[Stored data]
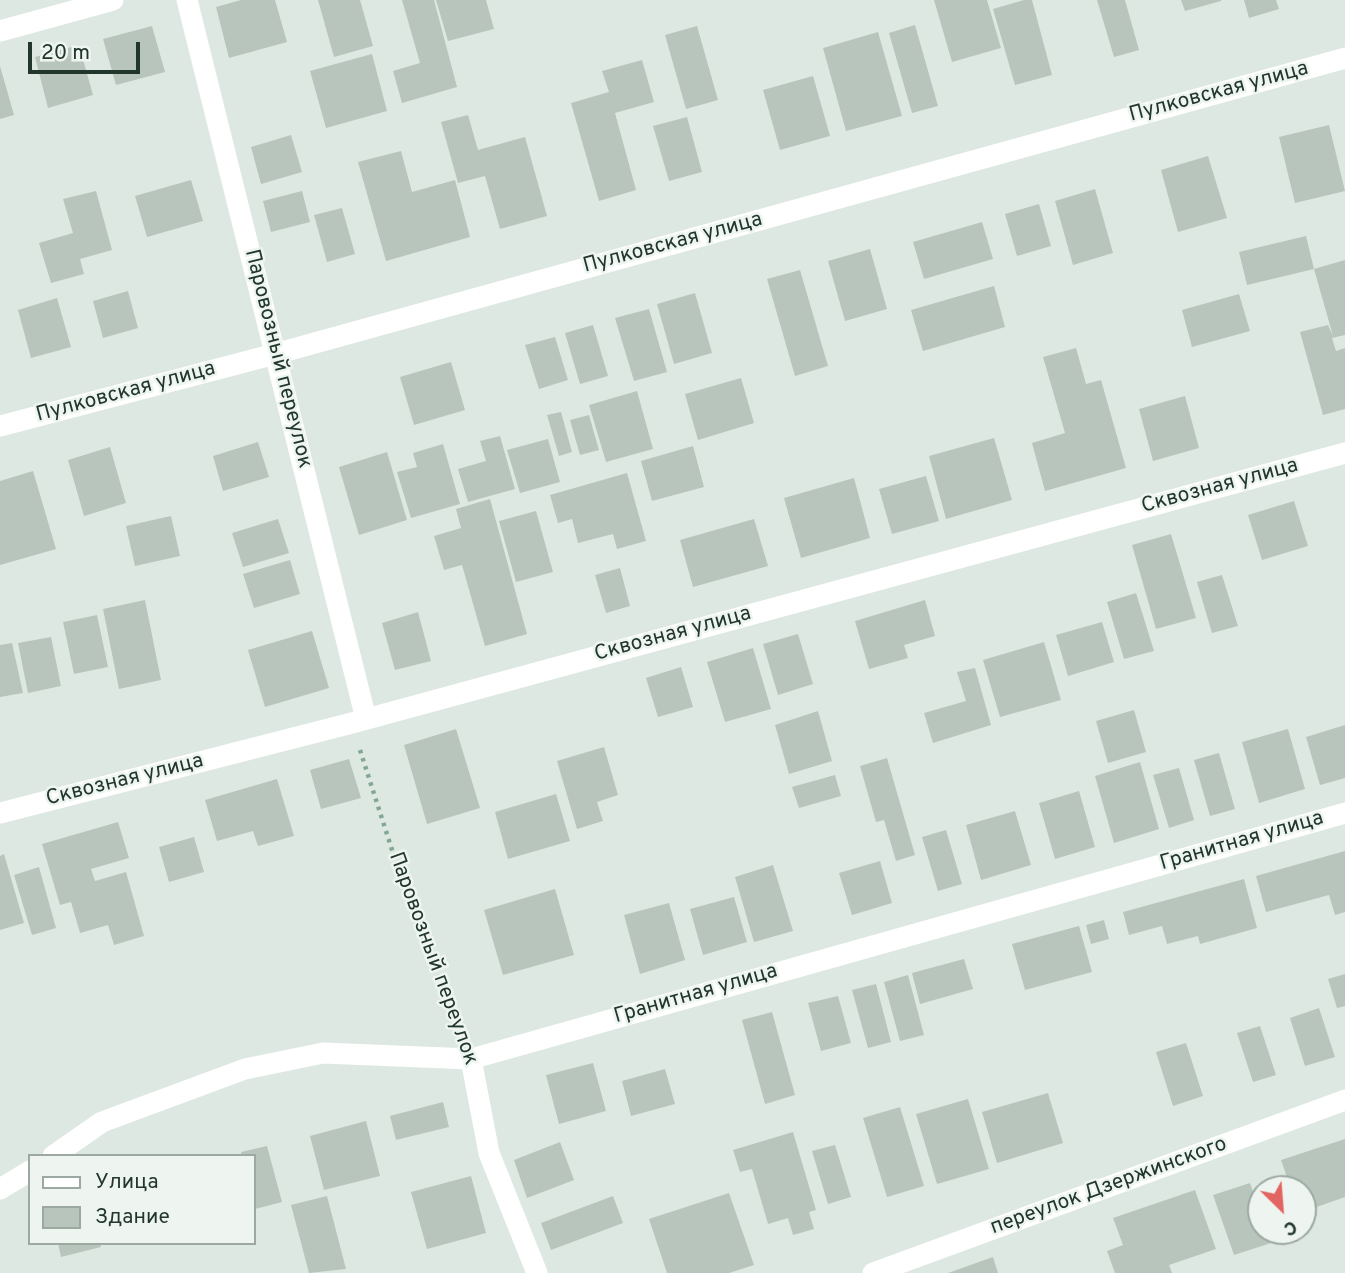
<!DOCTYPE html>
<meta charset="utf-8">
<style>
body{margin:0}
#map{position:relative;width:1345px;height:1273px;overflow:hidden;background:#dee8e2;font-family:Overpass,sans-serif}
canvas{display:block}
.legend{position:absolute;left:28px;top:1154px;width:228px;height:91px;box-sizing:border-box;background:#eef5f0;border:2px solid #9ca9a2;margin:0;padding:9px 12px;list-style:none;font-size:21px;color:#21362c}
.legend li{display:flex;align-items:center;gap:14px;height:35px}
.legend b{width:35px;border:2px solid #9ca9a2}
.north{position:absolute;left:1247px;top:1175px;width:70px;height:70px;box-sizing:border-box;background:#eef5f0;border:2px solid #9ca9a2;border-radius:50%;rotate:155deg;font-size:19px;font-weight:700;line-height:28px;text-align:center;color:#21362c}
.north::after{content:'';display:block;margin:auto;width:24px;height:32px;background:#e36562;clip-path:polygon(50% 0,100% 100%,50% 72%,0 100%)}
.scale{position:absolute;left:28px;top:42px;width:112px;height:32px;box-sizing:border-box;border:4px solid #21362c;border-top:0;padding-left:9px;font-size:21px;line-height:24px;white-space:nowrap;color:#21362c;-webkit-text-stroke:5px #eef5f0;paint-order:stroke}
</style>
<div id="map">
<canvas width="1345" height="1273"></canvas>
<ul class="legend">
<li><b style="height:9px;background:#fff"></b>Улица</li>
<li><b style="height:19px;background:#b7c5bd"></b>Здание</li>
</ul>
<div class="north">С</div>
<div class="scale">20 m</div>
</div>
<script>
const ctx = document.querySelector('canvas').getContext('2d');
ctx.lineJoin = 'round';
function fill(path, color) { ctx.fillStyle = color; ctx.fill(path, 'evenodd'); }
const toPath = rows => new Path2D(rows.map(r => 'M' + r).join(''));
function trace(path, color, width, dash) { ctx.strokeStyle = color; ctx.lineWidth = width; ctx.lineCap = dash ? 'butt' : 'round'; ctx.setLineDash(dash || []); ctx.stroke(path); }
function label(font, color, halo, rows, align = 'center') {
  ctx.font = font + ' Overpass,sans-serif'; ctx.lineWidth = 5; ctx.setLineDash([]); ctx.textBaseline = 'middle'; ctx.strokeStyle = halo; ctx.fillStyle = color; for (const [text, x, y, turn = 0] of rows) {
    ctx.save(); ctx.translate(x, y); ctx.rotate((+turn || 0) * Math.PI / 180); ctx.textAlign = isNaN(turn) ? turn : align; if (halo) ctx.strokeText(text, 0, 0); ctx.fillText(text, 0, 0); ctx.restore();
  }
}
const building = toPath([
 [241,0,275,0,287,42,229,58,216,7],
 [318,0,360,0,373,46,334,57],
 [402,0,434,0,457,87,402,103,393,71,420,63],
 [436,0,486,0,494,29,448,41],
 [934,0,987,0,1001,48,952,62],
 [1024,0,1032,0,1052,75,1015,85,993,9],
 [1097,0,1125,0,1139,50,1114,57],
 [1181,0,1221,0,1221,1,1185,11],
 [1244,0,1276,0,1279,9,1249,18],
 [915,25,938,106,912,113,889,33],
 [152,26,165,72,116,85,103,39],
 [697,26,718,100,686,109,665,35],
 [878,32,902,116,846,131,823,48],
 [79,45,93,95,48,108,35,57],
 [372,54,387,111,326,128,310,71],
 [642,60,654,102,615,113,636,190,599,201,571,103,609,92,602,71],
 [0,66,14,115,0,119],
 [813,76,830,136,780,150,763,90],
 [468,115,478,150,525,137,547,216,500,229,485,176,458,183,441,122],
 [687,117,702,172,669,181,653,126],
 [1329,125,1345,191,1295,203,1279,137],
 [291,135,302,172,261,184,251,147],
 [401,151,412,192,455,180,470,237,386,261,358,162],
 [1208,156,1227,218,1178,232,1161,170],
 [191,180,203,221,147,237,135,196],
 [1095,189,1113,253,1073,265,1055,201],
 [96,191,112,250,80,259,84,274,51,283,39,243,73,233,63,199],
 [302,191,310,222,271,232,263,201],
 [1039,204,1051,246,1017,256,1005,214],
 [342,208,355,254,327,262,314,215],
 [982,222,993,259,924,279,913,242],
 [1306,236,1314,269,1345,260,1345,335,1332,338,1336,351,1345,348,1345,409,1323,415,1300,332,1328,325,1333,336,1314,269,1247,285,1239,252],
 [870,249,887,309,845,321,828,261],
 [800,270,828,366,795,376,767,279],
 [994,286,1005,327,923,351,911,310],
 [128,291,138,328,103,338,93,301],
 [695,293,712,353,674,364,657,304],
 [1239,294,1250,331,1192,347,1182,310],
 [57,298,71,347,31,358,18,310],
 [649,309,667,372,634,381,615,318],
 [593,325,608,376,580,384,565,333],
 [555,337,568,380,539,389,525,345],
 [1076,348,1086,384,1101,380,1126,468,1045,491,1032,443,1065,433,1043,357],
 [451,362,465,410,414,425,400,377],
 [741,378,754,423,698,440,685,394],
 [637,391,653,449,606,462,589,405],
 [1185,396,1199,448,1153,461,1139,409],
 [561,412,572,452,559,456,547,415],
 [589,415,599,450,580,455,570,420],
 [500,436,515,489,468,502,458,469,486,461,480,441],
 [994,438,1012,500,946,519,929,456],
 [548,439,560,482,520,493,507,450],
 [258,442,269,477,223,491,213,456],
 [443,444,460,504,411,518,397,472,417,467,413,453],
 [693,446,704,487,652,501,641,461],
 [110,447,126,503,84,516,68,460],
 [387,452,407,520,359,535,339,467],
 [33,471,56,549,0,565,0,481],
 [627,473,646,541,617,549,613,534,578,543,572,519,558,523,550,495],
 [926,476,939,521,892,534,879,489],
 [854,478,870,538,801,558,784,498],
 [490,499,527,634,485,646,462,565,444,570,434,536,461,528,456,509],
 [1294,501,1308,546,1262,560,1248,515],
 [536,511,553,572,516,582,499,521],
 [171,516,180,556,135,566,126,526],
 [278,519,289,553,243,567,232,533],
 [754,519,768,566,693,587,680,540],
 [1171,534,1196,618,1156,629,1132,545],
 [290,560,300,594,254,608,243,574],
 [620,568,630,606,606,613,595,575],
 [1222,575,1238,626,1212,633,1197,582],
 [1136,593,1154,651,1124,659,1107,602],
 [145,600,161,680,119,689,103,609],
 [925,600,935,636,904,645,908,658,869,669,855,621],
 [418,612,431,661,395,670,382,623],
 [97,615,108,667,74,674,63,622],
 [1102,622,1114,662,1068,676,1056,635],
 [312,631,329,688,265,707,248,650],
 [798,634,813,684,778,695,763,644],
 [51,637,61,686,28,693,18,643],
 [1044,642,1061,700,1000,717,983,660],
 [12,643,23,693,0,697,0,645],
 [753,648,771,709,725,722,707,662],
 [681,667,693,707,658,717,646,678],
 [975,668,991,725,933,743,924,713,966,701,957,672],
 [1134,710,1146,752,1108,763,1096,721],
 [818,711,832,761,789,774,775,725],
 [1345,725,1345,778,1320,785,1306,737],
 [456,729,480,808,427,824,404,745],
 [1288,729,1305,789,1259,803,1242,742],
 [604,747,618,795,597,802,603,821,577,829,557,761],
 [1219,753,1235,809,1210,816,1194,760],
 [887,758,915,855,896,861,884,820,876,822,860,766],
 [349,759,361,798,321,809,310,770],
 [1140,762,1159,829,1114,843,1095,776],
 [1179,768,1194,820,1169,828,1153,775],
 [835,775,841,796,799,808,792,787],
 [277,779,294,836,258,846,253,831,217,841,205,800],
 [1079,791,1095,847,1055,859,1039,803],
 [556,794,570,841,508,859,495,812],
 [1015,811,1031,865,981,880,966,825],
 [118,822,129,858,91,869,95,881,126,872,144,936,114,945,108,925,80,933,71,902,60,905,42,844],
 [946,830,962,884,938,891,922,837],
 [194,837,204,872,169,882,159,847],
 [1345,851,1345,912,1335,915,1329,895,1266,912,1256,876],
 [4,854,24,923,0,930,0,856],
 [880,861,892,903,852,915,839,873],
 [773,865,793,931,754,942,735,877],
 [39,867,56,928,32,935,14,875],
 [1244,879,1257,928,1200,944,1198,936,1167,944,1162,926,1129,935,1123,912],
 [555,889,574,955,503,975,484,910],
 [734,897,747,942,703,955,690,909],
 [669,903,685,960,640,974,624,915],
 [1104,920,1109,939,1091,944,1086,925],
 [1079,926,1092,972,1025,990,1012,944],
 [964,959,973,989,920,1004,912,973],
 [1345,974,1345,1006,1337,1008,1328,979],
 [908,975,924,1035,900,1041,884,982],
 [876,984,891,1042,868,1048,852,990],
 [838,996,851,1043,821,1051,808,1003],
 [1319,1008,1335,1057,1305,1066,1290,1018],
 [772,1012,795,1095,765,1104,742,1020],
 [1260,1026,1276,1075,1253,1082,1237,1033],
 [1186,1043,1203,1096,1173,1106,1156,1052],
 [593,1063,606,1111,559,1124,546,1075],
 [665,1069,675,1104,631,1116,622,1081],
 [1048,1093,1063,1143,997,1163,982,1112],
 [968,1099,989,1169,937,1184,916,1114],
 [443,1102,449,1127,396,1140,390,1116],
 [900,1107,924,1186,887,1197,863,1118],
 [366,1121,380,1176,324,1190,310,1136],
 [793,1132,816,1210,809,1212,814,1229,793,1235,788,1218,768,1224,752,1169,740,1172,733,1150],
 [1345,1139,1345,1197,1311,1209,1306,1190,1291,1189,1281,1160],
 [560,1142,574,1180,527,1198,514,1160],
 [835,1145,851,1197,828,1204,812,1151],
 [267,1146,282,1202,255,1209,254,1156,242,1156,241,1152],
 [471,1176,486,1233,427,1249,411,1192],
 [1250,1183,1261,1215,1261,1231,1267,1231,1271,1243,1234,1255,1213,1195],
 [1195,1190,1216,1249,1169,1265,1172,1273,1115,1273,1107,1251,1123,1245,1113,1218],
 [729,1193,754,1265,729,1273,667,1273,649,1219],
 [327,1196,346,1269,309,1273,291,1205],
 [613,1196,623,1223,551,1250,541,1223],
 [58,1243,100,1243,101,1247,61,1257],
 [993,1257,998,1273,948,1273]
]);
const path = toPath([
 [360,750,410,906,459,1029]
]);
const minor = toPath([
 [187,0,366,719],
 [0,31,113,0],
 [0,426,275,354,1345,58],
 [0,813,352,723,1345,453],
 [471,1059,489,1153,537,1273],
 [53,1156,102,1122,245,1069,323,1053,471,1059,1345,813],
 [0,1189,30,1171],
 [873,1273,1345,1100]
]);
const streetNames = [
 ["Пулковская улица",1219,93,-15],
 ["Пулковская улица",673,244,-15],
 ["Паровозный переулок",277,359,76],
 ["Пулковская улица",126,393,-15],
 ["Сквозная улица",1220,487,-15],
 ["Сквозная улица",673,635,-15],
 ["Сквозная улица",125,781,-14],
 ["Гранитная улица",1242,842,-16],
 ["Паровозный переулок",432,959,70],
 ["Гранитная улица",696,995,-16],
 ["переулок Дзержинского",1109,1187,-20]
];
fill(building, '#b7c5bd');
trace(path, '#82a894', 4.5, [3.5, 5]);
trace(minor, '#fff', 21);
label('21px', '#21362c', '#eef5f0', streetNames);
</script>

▸ EXERCISE DESCRIPTION
Which lines of the records above hold the word "strokeStyle"? Copy each of them.

▸ YOUR SOLUTION
function trace(path, color, width, dash) { ctx.strokeStyle = color; ctx.lineWidth = width; ctx.lineCap = dash ? 'butt' : 'round'; ctx.setLineDash(dash || []); ctx.stroke(path); }
  ctx.font = font + ' Overpass,sans-serif'; ctx.lineWidth = 5; ctx.setLineDash([]); ctx.textBaseline = 'middle'; ctx.strokeStyle = halo; ctx.fillStyle = color; for (const [text, x, y, turn = 0] of rows) {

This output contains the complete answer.